BW: I studied music business, but I did a lot of music classes. I quickly found out that music business didn’t really interest me that much. I did a lot more traditional music classes, like training your ear. I tried to learn jazz piano and I was just experimenting with things.
I knew music on a very technical level, and I wanted to learn how people had been making music for hundreds of years.

Vic: So what’s the weirdest (or coolest) thing you’ve seen in one of your crowds?

BW: One time when I was on stage at Okechobee Music Fest, it was the first year they did it. I was on the beach stage, and it was the very first day. I don’t think the festival expected as many people to come as did, so my crowd was HUGE. So far back for a tiny little stage. There was no security at all, and people were climbing on stage, dancing, doing whatever they wanted. It got really rowdy.
So I was doing something on the drums, and I turn around to trigger something on my controller and I see this person out of the corner of my eye just standing very close to me. I was immediately like, “woah!” I had no idea he was there. You could tell he was on something, but he had a big smile on his face and put his arms out. So I hugged him and we had a little moment on stage, and then he peacefully walked off the stage.

Vic: Haha! That could have turned out a lot worst than it did.

BW: It could have, but it was a cool moment because there are plenty of instances where people get knocked out by security, and it was cool to see something happen where that wasn’t needed. It was just like “alright, you wanna hug me? Let’s hug. We’re cool!” It was a very peaceful way to do it.

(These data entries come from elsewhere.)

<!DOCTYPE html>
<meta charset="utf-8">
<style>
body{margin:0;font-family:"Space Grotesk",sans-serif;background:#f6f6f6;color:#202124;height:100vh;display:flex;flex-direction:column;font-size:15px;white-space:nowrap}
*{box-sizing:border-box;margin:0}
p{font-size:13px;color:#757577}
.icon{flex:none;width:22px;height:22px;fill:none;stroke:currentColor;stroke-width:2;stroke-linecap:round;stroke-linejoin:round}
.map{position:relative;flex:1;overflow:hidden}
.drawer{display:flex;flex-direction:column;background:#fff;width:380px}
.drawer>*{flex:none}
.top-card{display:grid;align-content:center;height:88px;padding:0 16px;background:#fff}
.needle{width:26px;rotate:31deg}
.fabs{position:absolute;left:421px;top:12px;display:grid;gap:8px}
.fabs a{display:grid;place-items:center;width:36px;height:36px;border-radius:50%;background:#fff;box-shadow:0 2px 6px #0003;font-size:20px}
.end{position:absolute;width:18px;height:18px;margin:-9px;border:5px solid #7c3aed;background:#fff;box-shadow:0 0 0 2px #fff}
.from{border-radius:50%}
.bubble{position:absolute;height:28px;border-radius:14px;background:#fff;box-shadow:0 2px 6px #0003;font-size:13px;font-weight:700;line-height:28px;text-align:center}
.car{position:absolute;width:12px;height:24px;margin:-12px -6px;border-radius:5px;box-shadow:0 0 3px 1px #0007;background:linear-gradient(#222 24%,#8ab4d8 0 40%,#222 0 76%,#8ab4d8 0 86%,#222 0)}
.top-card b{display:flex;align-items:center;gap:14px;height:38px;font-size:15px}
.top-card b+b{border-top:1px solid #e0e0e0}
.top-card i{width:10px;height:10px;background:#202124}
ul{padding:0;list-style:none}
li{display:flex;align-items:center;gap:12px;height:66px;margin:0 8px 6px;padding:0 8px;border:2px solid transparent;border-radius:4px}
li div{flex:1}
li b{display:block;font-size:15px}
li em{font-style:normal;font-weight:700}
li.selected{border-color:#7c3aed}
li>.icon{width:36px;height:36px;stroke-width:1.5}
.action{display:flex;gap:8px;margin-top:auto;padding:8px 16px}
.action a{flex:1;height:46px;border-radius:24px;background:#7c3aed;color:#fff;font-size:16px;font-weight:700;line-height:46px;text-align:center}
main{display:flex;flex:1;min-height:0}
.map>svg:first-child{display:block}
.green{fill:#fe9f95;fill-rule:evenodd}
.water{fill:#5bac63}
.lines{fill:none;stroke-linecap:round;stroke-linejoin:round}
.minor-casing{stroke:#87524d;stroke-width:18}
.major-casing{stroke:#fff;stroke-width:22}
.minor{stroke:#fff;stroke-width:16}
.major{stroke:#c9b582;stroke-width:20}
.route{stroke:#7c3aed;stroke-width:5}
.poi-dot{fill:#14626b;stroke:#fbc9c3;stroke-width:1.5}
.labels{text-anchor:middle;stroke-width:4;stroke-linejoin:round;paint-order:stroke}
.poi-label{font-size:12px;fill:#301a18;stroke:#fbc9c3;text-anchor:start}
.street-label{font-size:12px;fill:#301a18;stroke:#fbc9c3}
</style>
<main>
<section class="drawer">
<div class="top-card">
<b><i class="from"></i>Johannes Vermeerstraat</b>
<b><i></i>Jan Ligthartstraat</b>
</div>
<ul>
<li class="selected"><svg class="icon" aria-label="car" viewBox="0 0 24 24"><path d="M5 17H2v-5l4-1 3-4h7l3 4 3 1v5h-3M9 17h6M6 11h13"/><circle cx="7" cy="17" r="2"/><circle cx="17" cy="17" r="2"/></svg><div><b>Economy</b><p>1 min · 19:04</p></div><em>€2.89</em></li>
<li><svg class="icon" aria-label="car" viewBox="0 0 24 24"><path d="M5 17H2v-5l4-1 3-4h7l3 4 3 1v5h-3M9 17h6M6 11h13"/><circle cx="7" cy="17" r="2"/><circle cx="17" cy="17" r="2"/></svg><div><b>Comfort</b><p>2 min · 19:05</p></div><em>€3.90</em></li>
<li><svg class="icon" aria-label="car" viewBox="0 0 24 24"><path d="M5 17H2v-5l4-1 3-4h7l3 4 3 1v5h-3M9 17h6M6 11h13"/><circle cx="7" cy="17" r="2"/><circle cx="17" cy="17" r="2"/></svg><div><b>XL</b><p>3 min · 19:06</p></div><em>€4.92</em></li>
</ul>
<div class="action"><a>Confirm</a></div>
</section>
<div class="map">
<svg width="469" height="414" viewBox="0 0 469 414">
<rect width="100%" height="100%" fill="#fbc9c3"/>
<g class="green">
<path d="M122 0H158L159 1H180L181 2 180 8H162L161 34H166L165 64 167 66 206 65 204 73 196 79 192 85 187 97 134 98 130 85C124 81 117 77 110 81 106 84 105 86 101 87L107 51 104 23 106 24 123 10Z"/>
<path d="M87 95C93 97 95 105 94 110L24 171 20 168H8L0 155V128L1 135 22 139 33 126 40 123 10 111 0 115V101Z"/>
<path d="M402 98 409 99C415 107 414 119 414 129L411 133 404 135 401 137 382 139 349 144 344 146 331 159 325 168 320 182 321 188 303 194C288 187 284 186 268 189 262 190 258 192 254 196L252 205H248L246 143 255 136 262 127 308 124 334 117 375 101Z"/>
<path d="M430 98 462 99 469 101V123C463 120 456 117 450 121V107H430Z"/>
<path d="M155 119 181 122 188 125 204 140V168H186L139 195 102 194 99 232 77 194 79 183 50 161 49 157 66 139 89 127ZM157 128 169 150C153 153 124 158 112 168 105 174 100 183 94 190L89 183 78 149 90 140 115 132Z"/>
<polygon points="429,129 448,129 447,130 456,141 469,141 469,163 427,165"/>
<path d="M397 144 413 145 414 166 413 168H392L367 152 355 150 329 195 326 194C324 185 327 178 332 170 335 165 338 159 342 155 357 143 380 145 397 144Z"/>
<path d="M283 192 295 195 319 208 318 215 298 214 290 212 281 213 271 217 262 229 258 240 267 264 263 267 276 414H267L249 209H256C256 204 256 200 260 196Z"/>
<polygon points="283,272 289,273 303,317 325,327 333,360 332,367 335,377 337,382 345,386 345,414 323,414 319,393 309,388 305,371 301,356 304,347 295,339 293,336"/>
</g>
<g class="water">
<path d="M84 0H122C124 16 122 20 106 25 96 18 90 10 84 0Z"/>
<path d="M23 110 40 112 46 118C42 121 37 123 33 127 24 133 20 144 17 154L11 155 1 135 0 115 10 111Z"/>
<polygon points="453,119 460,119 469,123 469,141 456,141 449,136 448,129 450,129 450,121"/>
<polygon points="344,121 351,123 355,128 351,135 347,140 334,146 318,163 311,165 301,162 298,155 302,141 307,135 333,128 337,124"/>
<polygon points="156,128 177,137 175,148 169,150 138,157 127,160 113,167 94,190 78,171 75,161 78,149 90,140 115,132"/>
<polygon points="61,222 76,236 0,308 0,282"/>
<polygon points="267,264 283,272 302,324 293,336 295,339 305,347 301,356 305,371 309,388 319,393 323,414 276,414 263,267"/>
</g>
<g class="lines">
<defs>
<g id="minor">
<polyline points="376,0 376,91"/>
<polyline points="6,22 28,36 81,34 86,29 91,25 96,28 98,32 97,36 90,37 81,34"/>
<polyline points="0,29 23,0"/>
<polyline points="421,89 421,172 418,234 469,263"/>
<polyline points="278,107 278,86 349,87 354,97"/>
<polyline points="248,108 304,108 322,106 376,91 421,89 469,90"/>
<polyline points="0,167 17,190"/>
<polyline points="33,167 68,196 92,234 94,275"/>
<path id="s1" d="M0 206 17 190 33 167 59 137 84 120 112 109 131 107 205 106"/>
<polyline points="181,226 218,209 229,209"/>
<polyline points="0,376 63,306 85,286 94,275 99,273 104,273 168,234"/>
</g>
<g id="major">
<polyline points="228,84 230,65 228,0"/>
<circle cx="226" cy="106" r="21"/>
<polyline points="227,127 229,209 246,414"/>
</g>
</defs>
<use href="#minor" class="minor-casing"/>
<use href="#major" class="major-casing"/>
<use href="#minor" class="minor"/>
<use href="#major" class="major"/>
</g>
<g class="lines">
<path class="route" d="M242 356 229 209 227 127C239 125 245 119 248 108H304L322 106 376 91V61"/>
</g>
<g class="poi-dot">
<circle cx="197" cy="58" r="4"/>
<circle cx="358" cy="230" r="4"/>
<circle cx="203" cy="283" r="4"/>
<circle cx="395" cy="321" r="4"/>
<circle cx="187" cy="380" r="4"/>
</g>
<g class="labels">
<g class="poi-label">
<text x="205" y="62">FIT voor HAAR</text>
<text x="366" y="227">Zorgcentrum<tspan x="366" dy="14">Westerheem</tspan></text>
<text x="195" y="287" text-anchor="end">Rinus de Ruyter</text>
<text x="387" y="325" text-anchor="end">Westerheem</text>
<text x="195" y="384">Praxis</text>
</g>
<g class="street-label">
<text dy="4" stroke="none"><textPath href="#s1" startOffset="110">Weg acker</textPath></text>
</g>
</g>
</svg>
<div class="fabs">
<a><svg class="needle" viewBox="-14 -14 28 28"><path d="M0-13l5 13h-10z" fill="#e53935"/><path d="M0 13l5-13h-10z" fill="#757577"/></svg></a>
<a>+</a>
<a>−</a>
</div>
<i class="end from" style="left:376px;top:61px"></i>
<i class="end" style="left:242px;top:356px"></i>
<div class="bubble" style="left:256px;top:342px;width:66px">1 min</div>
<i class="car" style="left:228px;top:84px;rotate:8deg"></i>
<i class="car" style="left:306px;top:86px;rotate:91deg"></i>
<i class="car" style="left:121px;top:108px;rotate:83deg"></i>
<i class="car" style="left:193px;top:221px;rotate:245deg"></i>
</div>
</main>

Vic: So I didn’t see you have a computer or CDJs on stage, so I was really curious as to how you control your music on stage.

BW: I use Ableton, but I try and keep the computer out of sight. It’s on the side of my riser, just on a table. I have it there in case something goes wrong, but I don’t really look at it. I have an Ableton Push controller, and that’s what I trigger all my clips from.

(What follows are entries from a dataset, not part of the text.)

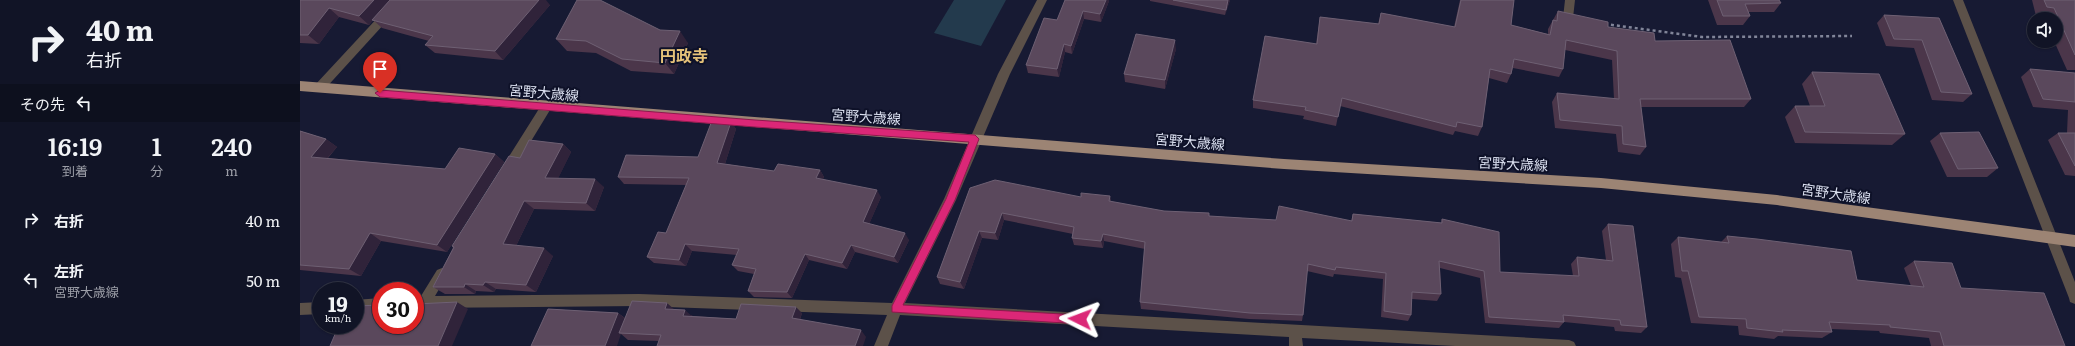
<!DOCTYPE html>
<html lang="ja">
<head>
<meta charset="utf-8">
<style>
  body { margin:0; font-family:Literata,"Noto Sans JP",serif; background:#1e2132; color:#f1f3f6; height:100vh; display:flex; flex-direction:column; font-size:15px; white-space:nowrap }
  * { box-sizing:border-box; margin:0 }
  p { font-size:13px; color:#9c9ea7 }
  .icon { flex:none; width:22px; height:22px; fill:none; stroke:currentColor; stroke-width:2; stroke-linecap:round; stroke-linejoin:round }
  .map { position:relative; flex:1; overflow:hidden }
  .details { display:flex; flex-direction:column; background:#111426; width:300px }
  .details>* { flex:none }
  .hud { background:#111426; color:#f1f3f6; overflow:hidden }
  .tools { position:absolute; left:1727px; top:12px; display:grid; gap:8px }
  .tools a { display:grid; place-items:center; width:36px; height:36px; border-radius:50%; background:#111426; box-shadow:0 1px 3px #0004,0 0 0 1px #303343; font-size:20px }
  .speed { position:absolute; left:12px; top:282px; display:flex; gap:8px; font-size:20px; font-weight:700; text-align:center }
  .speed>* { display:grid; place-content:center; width:52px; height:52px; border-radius:50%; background:#111426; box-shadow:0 1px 3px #0004,0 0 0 1px #303343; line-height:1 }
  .speed small { font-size:10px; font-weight:400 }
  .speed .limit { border:6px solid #d22; background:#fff; color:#111 }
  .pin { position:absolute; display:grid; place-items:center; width:34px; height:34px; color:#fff; margin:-41px -17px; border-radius:50% 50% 50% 0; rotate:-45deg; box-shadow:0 0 4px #0007 }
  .pin .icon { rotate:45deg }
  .me { position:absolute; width:44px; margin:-22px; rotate:273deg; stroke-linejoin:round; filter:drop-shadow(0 0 3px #0008) }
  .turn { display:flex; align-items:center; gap:14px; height:84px; padding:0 20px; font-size:18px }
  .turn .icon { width:52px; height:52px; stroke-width:2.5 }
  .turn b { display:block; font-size:28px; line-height:34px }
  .then { display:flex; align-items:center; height:38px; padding:0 20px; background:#0003; gap:8px; font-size:15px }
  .eta { display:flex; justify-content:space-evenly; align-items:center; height:68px; text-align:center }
  .eta b { font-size:24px; font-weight:600; line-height:28px }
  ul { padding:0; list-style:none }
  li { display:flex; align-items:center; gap:12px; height:60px; padding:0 20px }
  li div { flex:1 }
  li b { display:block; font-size:15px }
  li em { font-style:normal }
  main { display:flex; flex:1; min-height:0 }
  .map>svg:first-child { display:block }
</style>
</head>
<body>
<main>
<section class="details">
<div class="hud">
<div class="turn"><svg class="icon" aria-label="right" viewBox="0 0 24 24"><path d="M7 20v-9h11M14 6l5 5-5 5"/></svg><div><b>40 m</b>右折</div></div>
<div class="then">その先<svg class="icon" aria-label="left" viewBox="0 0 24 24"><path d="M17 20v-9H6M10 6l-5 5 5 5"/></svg></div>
</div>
<div class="eta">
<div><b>16:19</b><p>到着</p></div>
<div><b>1</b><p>分</p></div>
<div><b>240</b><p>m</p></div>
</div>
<ul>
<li><svg class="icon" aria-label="right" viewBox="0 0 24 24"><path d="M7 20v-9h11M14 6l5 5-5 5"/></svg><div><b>右折</b></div><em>40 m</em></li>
<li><svg class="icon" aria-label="left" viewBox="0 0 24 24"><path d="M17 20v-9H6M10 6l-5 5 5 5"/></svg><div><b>左折</b><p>宮野大歳線</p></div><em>50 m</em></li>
</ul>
</section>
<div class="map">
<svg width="1775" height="346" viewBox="0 0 1775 346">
  <rect width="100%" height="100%" fill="#171a33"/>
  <!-- water -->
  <path fill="#233a4d" d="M654,0H706L681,46L634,33Z"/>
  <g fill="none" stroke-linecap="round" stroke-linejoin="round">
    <!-- path -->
    <path stroke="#818599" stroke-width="2.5" stroke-dasharray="3 3" stroke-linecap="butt" d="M1305,24L1402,37L1552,36"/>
    <!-- minor -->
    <path fill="#5c5149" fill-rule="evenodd" d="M94,0H106L23,91H15L13,88L15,85Z
      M737,0H747L710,74L656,200L605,303L1269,340L1274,342L1276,346H1155L1002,338L1003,346H989V337L600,315L588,346H574L587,315L339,306L115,308V296H121L137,270L142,268L147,270L148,274L135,296L339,294L592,303L644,199L698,74Z
      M1265,0H1275L1273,18L1268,22L1263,18Z
      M1653,0H1663L1775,282V304L1770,302L1769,298Z
      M246,102L250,104L252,107L250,110L211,174L207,175L203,174L201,170L203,166L242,104Z
      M81,298V310L55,312V300Z
      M21,302V314L0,315V303Z"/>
    <!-- major -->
    <path fill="#9c8474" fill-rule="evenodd" d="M0,81L984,159L1301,178L1477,195L1775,235V247L1477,205L1301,188L984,169L0,91Z"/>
  </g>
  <!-- wall -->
  <path fill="#4b364a" d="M0,0L250,5L203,60L135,53L125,45L129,41L82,28L73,20L69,25L39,17L19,44L0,43Z
    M850,0H930L925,15L850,1Z
    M1160,0H1214L1211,25L1248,34V29L1258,11L1308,27L1355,41L1451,99L1444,107H1341L1346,147L1340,155L1318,152L1316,134L1255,128L1252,102L1257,93L1314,99L1312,60L1265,50L1263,69L1259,77L1213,68L1211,74L1207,83L1189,78L1182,127L1178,136L1155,131L1153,135L1040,106L1036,126L1003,119L1004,116L953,108V100L1016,44L1020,17L1078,24L1081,13L1154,27Z
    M1408,0H1479L1481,3L1474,12H1448L1450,16L1443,25H1417Z
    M1732,0H1775V70H1767L1754,41H1756V19H1744V17L1736,16Z
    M809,1L801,22L784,19L772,54L765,52L759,77L728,73L726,65L757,20Z
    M1584,15L1639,18L1672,94L1663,102L1632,100L1614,48L1586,46L1577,23Z
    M360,30L388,43L374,74L331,71L296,53L267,51L256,39Z
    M876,49L865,89L825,82L824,74Z
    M1730,69L1775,73V176L1765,175L1748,140L1758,133H1767L1768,110L1733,107L1721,77Z
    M1512,72L1605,134L1592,145L1495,143L1485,117L1495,106H1510L1502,84Z
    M431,122L436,129L425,164L474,171L520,170L524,177L523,179L581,197L569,224L609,240L598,263L555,252L547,269L509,260L492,298L454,297L448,291L454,274L438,271L432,265L437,255L392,251L386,266L354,263L347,257L366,233L386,185L324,184L318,177L398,157Z
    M0,131L26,139L37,147L28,158L145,169L195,154L204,162L147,252L81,241L61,276L0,270Z
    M1640,133L1698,168L1687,177H1647L1630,141Z
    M263,144L271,152L258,178L304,187L295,211L234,209L216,246L253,256L236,292L196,289L194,292L176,291L175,294H145L133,287L153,248L152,246L220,158Z
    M670,188L781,197L810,196L811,202L864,211L909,216L976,220L1051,221L1053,214L1141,223L1142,219L1200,272L1273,276L1271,264L1277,257L1306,260L1302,231L1308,224L1347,327L1341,333L1315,331L1314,327L1264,322L1259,328L1185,323L1180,278L1140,268L1141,294L1137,301L1112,299L1111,315L1108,321L1081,317L1083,279L1034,274L1033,277L1007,271L1003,315L1002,321L949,319L841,309L840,302L845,249L804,241L803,248L774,245L772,238L773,234L704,220L698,240L682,238L664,289L640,284L637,277Z
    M1427,236L1557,280L1611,286L1604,268L1614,261L1661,288L1765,346H1631L1629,338L1580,333L1579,331L1531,329L1532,332L1522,338L1478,336L1474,339L1439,335L1438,326L1391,323L1381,278L1375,277L1371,244L1378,237L1421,242Z
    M248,309L318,313L325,318L374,309L393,316L436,319L502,313L500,320L566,337L359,341L328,340L321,334Z"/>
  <!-- shaded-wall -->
  <path fill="#30233a" d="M74,0H92L69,25L59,16Z
    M236,0H246L250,5L203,60L195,51Z
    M806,0H809V1L801,22L800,14Z
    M928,0H930L925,15Z
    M29,8L39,17L19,44L8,35Z
    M783,11L784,19L772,54L771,46Z
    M380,31L388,43L374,74L365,63Z
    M875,40L876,49L865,89V80Z
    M764,44L765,52L759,77L757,69Z
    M431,122L436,129L423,170L417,163Z
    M26,139L37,147L22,164L11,157Z
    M263,144L271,152L254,187L245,178Z
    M195,154L204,162L147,252L137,245Z
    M520,170L524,177L520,185L516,178Z
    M295,179L304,187L295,211L286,203Z
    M577,190L581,197L567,229L563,222Z
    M224,201L234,209L213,252L203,244Z
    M702,213L704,220L698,240L695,233Z
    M679,231L682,238L664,289L660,282Z
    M70,233L81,241L61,276L49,269Z
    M605,233L609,240L598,263L594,257Z
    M803,234L804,241L803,248L801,241Z
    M385,244L392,251L386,266L379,260Z
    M551,245L555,252L547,269L542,263Z
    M244,248L253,256L236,292L226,285Z
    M505,254L509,260L492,298L487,292Z
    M185,282L196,289L194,292L183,285Z
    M165,284L176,291L175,294L164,287Z
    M157,302L168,309L152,346H138Z
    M367,303L375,310L365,309Z
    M496,307L502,313L498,325L492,318Z
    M385,310L393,317L383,316Z
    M318,313L327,320L319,333L321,334L317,346H305Z
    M561,330L566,337L563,346H555Z"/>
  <!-- building -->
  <path fill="#5a485c" stroke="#6e6073" d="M0,0H74L59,16L29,8L8,35H0Z
    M90,0H239L195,51L125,45L133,36L72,20Z
    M277,0H300L360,30L380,31L365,63L322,59L286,41L256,39Z
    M765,0H806L800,14L783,11L771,46L764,44L757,69L726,65L744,18L757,20Z
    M873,0H928L926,10Z
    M1161,0H1214L1211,25L1250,35L1253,20L1257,21L1258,11L1308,22V27L1354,33L1355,41L1430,40L1451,99H1340L1346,147L1323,144L1322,126L1260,120L1257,93L1319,99L1317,51L1266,40L1263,69L1214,59L1211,74L1190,69L1182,127L1157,122L1156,127L1042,98L1038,117L1005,110L1006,107L953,100L965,36L1017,44L1020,17L1079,24L1081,13L1155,27Z
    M1417,0H1479L1481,3L1445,4L1450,16H1423Z
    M1744,0H1775V55L1754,8L1747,7Z
    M1584,15L1639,18L1672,94L1641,92L1622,40L1594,39Z
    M836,34L875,40L865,80L824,74Z
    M1730,69L1775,73V102L1743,99Z
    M1512,72L1579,74L1605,134L1505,132L1495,106H1525Z
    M413,118L431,122L417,163L474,171L478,164L520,170L516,178L577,190L563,222L605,233L594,257L551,245L542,263L505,254L487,292L448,291L456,269L432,265L439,249L385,244L379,260L347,257L358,232L366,233L389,178L318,177L326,155L398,157Z
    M0,131L26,139L11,157L145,169L159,148L195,154L137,245L70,233L49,269L0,265Z
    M1679,132L1698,168L1658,169L1640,133Z
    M1758,133H1775V166Z
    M229,140L263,144L245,178L295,179L286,203L224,201L203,244L244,248L226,285L185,282L183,285L165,284L164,287H133L154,247L152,246L209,156L220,158Z
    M695,180L781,197V193L810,196L809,201L864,211L909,213V216L976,220L979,206L1052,221L1053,214L1142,223V219L1199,232L1200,272L1279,276L1277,257L1313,261L1308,224L1333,226L1347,327L1321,325L1320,320L1263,315L1264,322L1189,317L1184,271L1139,261L1141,294L1112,292L1111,315L1084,311L1086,273L1036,267L1035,270L1008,264L1003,315L950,313L840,302L845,242L803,234L801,241L772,238L774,227L702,213L695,233L679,231L660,282L637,277L670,188Z
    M1427,236L1457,239L1551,251L1557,280L1624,287L1614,261L1652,263L1661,288L1744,293L1765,346H1644L1640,332L1590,327V325L1529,322L1532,332L1482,330L1483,332L1447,328L1446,319L1399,317L1388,271H1382L1378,237L1429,243Z
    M332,301L367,303L365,309L385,310L383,316L436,319L441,304L496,307L492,318L561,330L555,346H357L361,335L319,333Z
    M157,302L138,346H30L39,325H55V306L81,305V325H115V304Z
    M248,309L318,313L305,346H231Z"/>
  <!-- route -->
  <path fill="#db2777" stroke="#8e194d" d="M80,90L455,120L675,135L679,139L655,200L603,305L780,315L785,319L780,324L592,312V306L646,199L669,142L455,127L80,97L75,93Z"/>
  <g text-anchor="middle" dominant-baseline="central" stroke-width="4" stroke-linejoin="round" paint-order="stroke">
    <!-- street labels -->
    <g font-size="14" fill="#dadfef" stroke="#0e1128">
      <text transform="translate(244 92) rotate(5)">宮野大歳線</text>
      <text transform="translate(566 116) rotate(4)">宮野大歳線</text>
      <text transform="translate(890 141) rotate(5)">宮野大歳線</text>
      <text transform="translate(1213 163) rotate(3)">宮野大歳線</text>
      <text transform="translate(1536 193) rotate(8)">宮野大歳線</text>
    </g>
    <!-- quarter labels -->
    <g font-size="16" font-weight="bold" fill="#e6c37a" stroke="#0e1128">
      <text x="384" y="55">円政寺</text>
    </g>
  </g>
</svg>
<div class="tools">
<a><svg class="icon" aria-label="sound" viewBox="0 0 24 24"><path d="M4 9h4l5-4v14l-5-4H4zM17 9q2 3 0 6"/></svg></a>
</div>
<div class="speed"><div>19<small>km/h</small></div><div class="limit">30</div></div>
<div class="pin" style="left:80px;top:93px;background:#d93025"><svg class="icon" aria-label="arrive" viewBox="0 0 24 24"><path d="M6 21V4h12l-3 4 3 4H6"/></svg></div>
<svg class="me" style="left:780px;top:319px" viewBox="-20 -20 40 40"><path d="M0-17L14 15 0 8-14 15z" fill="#db2777" stroke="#fff" stroke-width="4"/></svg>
</div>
</main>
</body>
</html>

Vic: That’s honestly a great way to do it. I was convinced you were playing without a laptop. I was trying to figure out how you were triggering everything, and I knew you had a controller, but it still made me wonder how you were pulling it off. It’s very cool since you don’t have a screen in front of you.

BW: That’s a big part of what I’m trying to do, I don’t like things to be between me and the crowd. A computer just really feels like a barrier for me. So try to put everything to the side, and I try and make my setup really open. There’s no table, it’s just me and my instruments.

Vic: Anything else you want to say?

BW: I’m working on new music. I’m singing a lot, and writing lyrics. I don’t know if it’s an album yet, but I’m making a bunch of demos and seeing where it goes.

Vic: What type of style should we expect?

BW: It’s similar in style to what I already do, but at the same time a bit of an evolution of my sound. I’m creating music that integrates vocals and makes you dance too. It’s not just instrumental. I’m really excited about it and it’s what is really inspiring me right now.